* _Task directions_
Look through the data below. Show each line where the string "Fırat" occurs.

* _Dataset records_
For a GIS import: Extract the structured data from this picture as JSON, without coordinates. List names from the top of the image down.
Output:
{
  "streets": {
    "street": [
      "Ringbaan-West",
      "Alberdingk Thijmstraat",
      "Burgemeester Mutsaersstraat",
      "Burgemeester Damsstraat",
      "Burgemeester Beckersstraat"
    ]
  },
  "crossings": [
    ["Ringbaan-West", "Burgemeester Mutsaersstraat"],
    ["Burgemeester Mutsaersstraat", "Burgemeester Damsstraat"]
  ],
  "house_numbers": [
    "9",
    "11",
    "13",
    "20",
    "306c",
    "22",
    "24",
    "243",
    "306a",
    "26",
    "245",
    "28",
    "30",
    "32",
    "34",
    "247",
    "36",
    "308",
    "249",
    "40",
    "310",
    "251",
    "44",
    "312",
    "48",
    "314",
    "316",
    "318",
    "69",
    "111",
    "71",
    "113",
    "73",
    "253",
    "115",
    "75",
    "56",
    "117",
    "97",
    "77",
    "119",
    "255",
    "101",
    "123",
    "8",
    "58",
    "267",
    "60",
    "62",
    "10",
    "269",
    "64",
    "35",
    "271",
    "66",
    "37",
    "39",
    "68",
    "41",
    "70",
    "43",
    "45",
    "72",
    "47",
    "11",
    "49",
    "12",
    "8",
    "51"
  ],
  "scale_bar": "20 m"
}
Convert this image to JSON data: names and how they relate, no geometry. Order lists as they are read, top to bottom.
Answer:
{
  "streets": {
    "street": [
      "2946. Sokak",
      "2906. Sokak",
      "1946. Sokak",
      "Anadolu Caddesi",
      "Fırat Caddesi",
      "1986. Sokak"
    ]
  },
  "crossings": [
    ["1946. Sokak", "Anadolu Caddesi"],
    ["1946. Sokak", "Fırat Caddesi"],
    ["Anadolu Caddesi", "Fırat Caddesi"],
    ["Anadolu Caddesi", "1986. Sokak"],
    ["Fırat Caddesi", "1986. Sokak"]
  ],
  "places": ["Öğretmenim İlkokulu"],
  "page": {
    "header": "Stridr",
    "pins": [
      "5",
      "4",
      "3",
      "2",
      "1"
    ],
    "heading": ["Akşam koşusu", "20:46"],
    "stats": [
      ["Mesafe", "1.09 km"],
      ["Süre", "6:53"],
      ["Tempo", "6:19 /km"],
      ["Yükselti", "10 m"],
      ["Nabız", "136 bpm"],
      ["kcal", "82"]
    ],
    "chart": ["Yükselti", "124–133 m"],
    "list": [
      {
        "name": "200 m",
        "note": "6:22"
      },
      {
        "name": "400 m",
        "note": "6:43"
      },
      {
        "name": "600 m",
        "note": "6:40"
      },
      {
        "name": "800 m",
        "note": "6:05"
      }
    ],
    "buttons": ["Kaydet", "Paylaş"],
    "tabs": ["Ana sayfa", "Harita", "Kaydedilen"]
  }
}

* _Written answer_
      "Fırat Caddesi",
    ["1946. Sokak", "Fırat Caddesi"],
    ["Anadolu Caddesi", "Fırat Caddesi"],
    ["Fırat Caddesi", "1986. Sokak"]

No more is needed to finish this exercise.